### [DATA SHOWN]
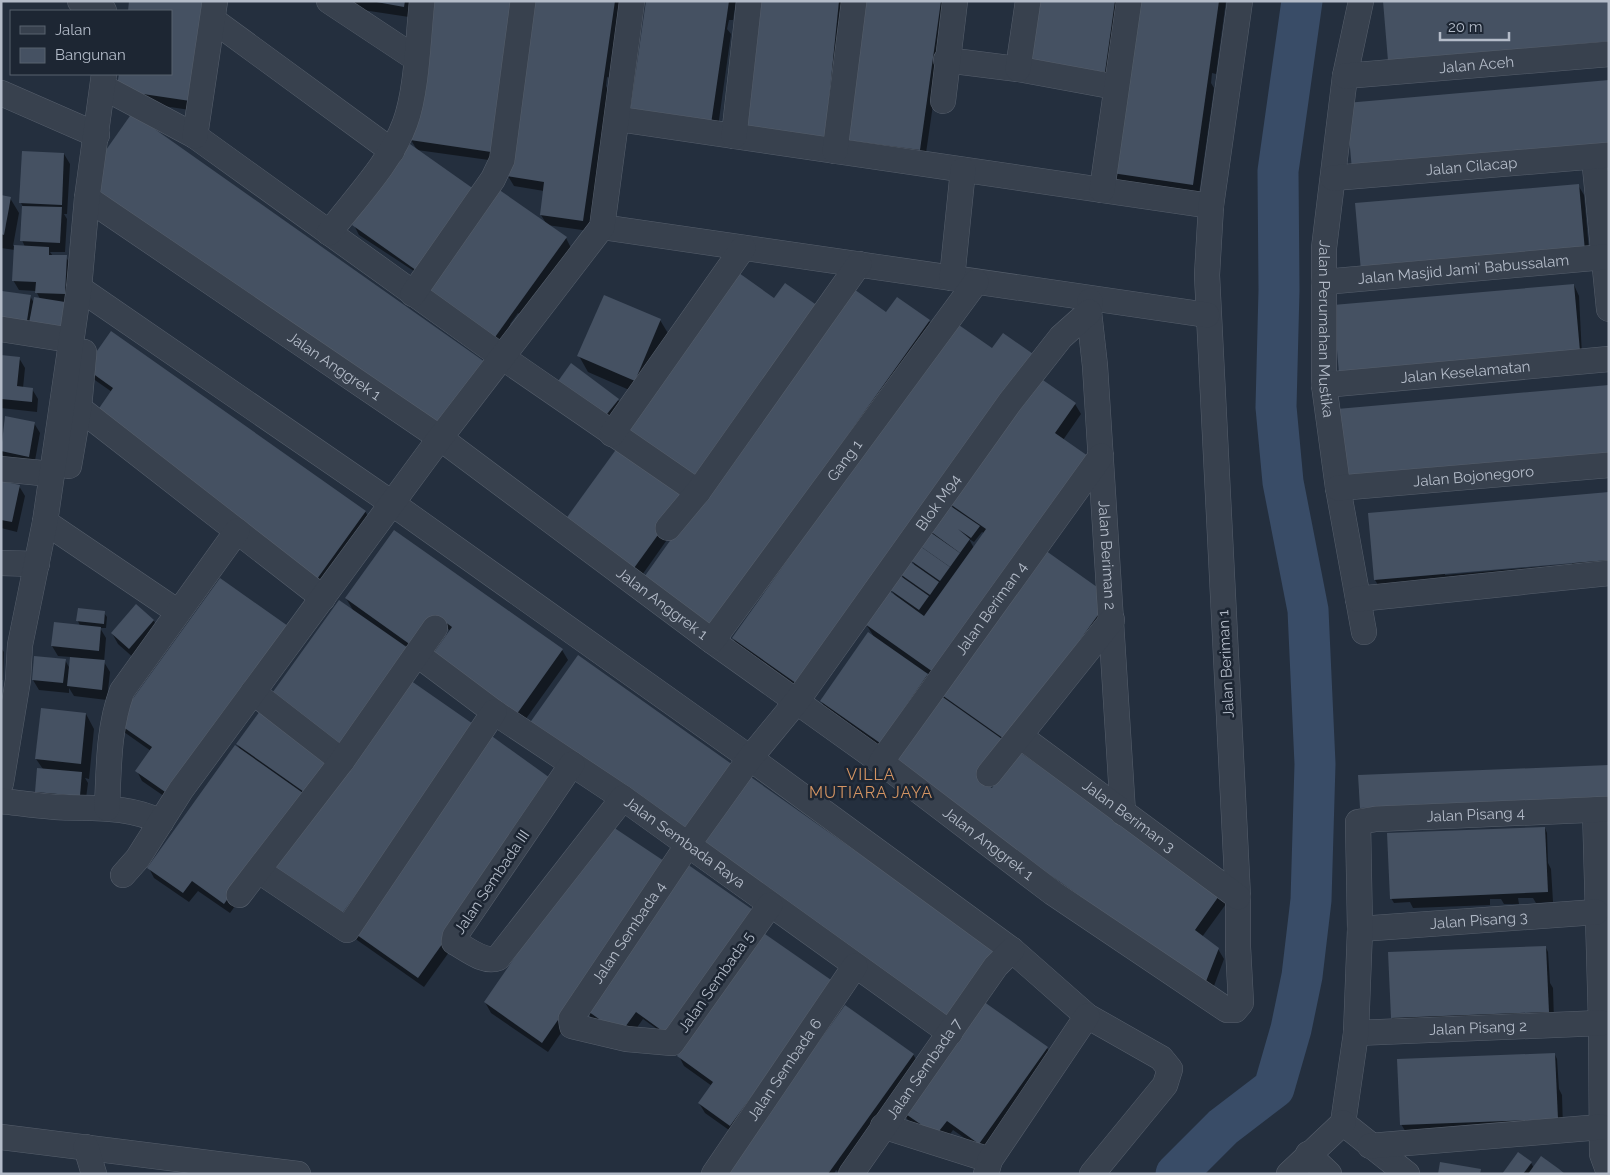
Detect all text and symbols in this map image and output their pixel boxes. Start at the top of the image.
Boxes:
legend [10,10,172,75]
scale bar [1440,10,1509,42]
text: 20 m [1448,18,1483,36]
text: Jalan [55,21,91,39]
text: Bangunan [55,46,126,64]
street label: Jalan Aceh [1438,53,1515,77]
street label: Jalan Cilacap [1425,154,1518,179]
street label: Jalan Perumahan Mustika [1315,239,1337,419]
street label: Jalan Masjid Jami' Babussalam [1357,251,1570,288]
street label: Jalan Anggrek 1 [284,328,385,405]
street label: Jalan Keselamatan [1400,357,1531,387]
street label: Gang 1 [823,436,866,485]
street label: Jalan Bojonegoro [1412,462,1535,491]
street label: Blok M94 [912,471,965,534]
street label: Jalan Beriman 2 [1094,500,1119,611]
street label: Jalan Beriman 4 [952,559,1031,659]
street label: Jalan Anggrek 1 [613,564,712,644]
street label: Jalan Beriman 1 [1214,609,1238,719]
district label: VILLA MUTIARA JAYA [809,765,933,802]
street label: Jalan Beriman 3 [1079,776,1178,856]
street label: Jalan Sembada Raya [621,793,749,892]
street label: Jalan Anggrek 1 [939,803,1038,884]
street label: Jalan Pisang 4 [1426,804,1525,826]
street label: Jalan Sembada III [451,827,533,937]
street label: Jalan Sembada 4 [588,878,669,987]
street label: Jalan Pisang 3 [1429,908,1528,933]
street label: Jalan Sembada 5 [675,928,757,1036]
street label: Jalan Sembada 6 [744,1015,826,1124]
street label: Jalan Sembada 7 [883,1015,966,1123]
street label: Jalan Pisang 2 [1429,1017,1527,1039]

### [TASK]
Please keep every line of the data the same when you reproduce it, and keep every picture out.

### [WRITTEN ANSWER]
Detect all text and symbols in this map image and output their pixel boxes. Start at the top of the image.
Boxes:
legend [10,10,172,75]
scale bar [1440,10,1509,42]
text: 20 m [1448,18,1483,36]
text: Jalan [55,21,91,39]
text: Bangunan [55,46,126,64]
street label: Jalan Aceh [1438,53,1515,77]
street label: Jalan Cilacap [1425,154,1518,179]
street label: Jalan Perumahan Mustika [1315,239,1337,419]
street label: Jalan Masjid Jami' Babussalam [1357,251,1570,288]
street label: Jalan Anggrek 1 [284,328,385,405]
street label: Jalan Keselamatan [1400,357,1531,387]
street label: Gang 1 [823,436,866,485]
street label: Jalan Bojonegoro [1412,462,1535,491]
street label: Blok M94 [912,471,965,534]
street label: Jalan Beriman 2 [1094,500,1119,611]
street label: Jalan Beriman 4 [952,559,1031,659]
street label: Jalan Anggrek 1 [613,564,712,644]
street label: Jalan Beriman 1 [1214,609,1238,719]
district label: VILLA MUTIARA JAYA [809,765,933,802]
street label: Jalan Beriman 3 [1079,776,1178,856]
street label: Jalan Sembada Raya [621,793,749,892]
street label: Jalan Anggrek 1 [939,803,1038,884]
street label: Jalan Pisang 4 [1426,804,1525,826]
street label: Jalan Sembada III [451,827,533,937]
street label: Jalan Sembada 4 [588,878,669,987]
street label: Jalan Pisang 3 [1429,908,1528,933]
street label: Jalan Sembada 5 [675,928,757,1036]
street label: Jalan Sembada 6 [744,1015,826,1124]
street label: Jalan Sembada 7 [883,1015,966,1123]
street label: Jalan Pisang 2 [1429,1017,1527,1039]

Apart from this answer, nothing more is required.